Here's mine: Fruity bobotie - a tradtional South African dish:

NB: beef mince = ground beef

http://www.food24.com/Food24/Recipe/0,,12327,00.html

Fruity bobotie

Ingredients
3 red onions, chopped
4 cloves garlic, minced
1 x 10 cm piece fresh ginger, grated
45 ml oil
15 ml turmeric
30 ml garam masala
10 ml chilli powder
5 ml ground coriander
1 kg beef mince
2 x 410 g cans tomatoes
a handful of fresh coriander
200 g dried apricots, chopped
100 g cashew nuts
4 thick slices brown bread, cut into small cubes
30 ml chutney
salt and pepper to taste
6 eggs
500 ml cream
4 bay leaves

Method:
Preheat the oven to 180 C. In a large pan, heat oil and gently fry
onion, garlic, ginger and spices. Add the beef mince and brown. Add
tomatoes and fresh coriander. Add apricots, nuts, bread and chutney and
cook for three minutes. Add a little water if too thick. Season and scoop
the mince into an ovenproof dish. Lightly beat the eggs with the cream and
pop in the bay leaves. Pour over the mince until covered. Bake in the oven
for 15 to 20 minutes or until the topping has set and is slightly browned.

TIPS
Bobotie is traditionally served with yellow rice and raisins, chutneys and
tomato and onion sambal. Make a delicious sambal with diced mango,
cucumber, fresh coriander, chilli and a squeeze of lime juice. Make small,
individual boboties by preparing them in ramekins. You can use milk
instead of cream for the topping. Use fresh lemon leaves instead of fresh
bay leaves.
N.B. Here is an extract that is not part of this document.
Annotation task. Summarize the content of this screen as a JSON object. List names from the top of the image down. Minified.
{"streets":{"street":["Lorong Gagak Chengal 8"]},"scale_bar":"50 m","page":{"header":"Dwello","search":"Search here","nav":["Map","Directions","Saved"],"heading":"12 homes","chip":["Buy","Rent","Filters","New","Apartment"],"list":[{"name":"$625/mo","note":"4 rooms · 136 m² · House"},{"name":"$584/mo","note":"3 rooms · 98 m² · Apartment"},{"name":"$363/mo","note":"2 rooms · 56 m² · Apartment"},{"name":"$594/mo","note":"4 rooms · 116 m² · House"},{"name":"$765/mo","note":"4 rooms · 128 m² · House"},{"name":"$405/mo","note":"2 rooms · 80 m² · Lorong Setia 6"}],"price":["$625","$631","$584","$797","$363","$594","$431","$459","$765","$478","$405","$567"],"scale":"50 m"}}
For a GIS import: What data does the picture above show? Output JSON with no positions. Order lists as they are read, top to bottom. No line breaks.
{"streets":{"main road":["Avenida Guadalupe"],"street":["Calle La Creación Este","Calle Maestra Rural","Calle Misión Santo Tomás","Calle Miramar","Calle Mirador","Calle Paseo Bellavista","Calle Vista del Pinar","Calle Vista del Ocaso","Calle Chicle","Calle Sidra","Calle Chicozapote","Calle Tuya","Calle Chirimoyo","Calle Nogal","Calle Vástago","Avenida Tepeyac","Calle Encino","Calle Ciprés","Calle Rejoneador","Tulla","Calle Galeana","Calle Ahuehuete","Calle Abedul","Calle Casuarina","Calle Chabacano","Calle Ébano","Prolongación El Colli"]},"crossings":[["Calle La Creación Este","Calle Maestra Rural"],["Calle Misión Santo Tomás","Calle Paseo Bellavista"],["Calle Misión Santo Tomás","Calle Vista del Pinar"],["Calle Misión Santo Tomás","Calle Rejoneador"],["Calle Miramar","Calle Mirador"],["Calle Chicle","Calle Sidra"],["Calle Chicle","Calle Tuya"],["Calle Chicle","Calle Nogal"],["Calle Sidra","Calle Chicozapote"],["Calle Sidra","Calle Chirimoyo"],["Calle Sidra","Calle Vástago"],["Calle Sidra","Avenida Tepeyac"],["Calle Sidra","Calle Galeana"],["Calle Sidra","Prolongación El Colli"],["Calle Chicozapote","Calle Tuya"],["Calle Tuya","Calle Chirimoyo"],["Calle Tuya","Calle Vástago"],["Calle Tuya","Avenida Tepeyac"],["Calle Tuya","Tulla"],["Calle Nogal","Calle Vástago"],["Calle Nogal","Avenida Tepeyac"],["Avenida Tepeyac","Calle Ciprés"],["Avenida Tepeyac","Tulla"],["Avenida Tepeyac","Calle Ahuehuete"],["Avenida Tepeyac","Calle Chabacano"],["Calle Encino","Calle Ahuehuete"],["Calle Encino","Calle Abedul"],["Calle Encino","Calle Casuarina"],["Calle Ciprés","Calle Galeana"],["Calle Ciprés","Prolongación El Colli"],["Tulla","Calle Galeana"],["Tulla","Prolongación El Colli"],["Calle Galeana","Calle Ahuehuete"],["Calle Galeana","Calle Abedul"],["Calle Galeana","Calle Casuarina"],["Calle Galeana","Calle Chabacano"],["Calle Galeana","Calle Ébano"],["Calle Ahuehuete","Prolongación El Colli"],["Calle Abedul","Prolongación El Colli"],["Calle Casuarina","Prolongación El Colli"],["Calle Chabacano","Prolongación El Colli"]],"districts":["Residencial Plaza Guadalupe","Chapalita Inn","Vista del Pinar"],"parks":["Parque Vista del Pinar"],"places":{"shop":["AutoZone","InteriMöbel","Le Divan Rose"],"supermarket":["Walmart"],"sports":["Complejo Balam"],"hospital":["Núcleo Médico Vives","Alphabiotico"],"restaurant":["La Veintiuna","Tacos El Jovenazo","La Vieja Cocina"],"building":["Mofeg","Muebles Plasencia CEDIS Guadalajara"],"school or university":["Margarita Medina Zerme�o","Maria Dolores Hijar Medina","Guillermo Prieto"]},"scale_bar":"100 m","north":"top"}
Instead of beef mince, use lamb for a richer bobotie or
ostrich for one that is lower in fat.

Recipe From : FAIRLADY April 01, 2004

Anybody else have something that is traditional and/or typical to your
country/region that you are willing to share?

--
Cheers
Chatty Cathy

Egg tastes better when it's not on your face...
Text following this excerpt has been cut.